JUSTIÇA TRIBUTÁRIA

A administração tributária e seus cadáveres insepultos

Autor

  • Raul Haidar

    é jornalista e advogado tributarista ex-presidente do Tribunal de Ética e Disciplina da OAB-SP e integrante do Conselho Editorial da revista ConJur.

2 de dezembro de 2013, 10h57

Qualquer pessoa que resolva encerrar as atividades de sua empresa passa por verdadeiro martírio nos labirintos da burocracia tributária. As repetidas promessas de desburocratização em todos os níveis governamentais até aqui não passam disso: promessas, promessas e nada mais.

Ao que parece o governo federal faz mais um esforço para atenuar esses problemas, estudando novas medidas para facilitar a abertura de novos empreendimentos, o que é muito bom, ante a necessidade de incentivar os que desejam investir no país. Até aí, nossas autoridades merecem um voto de confiança e esperemos que a coisa ande.

Mas um problema que poderia ser resolvido de maneira mais simples e acaba fazendo muita gente perder o sono é a baixa da empresa nas diversas repartições onde esteja inscrita. Isso não deveria existir, especialmente para as micro e pequenas empresas, se fosse obedecida a Lei Complementar 123/2011. Vê-se, pois, que não precisamos de novas leis, mas sim que se cumpra a existente.

Para citarmos exemplo recente: uma microempresa comercial,  sediada na Capital,  encerrou suas atividades e fez seu distrato em 24/5/2011, o qual  foi arquivado em 10/06/2011, ou seja, menos de um mês depois.Assim, no Registro do Comércio consta que ela encerrou suas atividades nessa data. Se o contrato original é sua certidão de  nascimento, o distrato atesta seu óbito.

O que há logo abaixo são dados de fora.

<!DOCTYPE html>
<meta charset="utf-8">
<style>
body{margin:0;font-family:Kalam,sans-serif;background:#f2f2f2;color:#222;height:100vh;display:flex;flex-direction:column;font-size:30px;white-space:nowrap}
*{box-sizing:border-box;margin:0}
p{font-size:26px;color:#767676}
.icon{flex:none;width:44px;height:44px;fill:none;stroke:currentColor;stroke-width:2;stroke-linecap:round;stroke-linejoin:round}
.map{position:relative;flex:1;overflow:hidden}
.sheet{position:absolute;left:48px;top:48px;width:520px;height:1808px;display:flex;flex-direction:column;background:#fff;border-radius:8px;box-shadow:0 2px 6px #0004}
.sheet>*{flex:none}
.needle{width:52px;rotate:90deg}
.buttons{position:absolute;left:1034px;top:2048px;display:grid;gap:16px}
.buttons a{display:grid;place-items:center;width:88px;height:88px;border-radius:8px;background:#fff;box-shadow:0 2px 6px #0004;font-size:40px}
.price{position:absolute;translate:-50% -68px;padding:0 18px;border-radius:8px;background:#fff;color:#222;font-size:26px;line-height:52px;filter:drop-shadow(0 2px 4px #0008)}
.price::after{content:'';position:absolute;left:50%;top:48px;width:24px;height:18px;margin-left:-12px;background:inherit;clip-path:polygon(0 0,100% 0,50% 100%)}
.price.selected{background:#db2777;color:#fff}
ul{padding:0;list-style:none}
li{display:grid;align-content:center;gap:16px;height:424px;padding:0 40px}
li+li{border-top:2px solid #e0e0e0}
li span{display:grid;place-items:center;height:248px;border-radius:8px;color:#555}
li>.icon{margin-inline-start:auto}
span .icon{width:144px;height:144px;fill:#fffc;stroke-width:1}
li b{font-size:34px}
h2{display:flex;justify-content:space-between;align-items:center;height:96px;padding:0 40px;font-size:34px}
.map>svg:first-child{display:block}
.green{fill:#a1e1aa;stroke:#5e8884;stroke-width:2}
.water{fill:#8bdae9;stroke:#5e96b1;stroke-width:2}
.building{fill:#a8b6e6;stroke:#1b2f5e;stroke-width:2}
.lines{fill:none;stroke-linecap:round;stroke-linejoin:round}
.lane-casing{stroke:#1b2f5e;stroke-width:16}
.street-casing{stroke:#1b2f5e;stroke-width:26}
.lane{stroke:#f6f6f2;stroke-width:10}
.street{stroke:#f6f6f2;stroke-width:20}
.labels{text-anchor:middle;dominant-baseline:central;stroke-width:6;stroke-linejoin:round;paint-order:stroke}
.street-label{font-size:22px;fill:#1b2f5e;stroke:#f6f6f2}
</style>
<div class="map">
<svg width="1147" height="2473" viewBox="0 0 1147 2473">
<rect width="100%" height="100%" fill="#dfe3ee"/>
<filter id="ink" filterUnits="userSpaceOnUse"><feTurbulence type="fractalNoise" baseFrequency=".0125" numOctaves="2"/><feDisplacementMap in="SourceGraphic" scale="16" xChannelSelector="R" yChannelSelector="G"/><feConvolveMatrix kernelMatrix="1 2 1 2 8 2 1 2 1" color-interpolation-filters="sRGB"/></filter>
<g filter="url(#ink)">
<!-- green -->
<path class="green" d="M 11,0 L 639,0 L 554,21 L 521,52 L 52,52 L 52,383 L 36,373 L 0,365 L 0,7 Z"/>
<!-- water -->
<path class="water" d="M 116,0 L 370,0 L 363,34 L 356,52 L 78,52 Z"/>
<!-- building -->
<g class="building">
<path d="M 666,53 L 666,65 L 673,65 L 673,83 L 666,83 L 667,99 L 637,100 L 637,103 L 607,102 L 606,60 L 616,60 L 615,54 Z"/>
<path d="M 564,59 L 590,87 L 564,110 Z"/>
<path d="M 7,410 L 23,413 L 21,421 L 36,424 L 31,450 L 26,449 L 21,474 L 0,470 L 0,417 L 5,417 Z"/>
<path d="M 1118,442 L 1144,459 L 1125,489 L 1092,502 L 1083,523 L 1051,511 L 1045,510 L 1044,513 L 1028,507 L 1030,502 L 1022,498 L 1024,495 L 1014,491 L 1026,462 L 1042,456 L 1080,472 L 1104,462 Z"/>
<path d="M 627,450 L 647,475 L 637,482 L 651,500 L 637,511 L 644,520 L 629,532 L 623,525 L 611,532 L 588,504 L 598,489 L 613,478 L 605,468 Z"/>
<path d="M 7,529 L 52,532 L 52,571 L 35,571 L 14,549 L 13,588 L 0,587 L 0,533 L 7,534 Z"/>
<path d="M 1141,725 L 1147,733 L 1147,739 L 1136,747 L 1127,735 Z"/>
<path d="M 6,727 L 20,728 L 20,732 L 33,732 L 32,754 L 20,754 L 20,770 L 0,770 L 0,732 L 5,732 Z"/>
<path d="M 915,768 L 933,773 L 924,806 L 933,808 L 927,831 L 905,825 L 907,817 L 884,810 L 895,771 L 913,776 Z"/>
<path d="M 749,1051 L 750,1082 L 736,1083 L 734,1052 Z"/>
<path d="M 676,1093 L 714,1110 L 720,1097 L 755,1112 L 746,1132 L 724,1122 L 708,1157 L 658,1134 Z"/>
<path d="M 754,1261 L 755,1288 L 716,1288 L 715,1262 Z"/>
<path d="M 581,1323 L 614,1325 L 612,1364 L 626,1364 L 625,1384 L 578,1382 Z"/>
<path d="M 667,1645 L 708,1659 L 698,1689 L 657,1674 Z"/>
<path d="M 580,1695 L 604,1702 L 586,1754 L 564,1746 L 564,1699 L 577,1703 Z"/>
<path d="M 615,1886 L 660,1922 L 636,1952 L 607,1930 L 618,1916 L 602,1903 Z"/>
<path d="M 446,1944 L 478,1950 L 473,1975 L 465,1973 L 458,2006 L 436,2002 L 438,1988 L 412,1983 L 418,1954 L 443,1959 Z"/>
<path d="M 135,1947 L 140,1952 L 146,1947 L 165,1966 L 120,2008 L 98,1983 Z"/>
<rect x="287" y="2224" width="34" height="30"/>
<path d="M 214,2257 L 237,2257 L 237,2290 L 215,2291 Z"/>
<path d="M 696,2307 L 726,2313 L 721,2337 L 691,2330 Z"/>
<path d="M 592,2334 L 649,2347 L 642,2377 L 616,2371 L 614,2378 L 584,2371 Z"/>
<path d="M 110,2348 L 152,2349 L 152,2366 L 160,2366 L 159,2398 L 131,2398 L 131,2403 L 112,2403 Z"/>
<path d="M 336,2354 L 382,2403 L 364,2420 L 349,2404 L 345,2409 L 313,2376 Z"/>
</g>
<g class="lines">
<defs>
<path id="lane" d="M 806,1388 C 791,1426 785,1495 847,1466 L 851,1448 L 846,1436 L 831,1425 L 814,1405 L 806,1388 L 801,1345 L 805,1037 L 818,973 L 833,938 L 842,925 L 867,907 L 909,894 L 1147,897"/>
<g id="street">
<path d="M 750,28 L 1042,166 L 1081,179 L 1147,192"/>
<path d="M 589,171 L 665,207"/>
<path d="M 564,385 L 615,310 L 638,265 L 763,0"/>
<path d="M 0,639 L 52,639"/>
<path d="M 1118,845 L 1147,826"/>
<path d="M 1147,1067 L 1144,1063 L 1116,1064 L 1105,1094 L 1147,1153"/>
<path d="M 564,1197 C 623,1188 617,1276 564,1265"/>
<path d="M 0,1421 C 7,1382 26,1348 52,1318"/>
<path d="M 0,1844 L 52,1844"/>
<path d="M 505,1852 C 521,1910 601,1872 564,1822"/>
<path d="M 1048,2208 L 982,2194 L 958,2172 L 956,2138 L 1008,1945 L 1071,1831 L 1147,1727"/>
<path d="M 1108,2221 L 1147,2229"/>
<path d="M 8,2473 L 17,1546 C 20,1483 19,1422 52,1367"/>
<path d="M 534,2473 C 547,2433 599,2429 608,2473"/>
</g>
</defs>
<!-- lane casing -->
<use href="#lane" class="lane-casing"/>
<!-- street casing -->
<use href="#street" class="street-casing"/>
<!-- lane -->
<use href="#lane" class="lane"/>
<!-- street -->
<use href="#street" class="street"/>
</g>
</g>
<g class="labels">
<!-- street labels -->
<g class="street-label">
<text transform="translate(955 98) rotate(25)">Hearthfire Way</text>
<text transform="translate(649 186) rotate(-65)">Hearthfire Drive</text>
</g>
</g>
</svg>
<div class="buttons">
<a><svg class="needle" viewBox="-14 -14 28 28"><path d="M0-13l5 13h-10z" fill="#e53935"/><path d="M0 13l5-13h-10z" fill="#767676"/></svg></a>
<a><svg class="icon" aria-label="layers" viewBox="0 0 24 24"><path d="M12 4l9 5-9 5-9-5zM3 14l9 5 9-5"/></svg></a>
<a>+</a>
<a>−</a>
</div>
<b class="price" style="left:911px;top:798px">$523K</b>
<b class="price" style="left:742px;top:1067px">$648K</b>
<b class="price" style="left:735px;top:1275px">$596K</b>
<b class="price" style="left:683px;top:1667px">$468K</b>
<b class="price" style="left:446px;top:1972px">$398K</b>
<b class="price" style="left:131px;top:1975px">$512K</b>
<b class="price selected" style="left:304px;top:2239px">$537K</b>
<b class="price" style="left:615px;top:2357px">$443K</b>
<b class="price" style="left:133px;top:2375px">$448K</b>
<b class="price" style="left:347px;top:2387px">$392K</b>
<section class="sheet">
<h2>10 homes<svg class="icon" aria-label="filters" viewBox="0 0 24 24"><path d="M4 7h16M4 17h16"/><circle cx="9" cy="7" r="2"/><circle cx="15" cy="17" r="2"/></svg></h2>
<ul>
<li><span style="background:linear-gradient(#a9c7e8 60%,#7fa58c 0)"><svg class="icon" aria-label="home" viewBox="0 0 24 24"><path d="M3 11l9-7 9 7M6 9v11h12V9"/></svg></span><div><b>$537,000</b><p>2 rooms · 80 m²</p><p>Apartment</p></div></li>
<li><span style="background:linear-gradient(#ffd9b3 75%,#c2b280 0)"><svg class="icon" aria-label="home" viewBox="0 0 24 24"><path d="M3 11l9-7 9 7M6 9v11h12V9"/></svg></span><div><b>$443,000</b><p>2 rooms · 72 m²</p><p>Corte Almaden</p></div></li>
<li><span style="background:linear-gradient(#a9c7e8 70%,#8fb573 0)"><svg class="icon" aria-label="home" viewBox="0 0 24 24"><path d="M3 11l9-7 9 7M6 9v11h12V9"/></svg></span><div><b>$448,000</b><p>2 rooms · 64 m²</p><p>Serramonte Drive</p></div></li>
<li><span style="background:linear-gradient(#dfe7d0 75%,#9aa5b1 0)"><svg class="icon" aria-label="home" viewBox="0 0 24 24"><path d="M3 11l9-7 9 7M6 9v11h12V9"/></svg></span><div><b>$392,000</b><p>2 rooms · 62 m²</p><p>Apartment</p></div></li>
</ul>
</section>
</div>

Mas, para a nossa burocracia ridícula e idiota, não é bem assim. O cadáver continua se movimentando e até mesmo gerando novos tributos. Logo em seguida, através do seu contador, dirigiu-se à Secretaria da Fazenda para baixar a inscrição estadual. Só mais de cinco meses depois (19/10/2011) é que se conseguiu juntar a papelada toda e obter o protocolo, fazendo-se a baixa.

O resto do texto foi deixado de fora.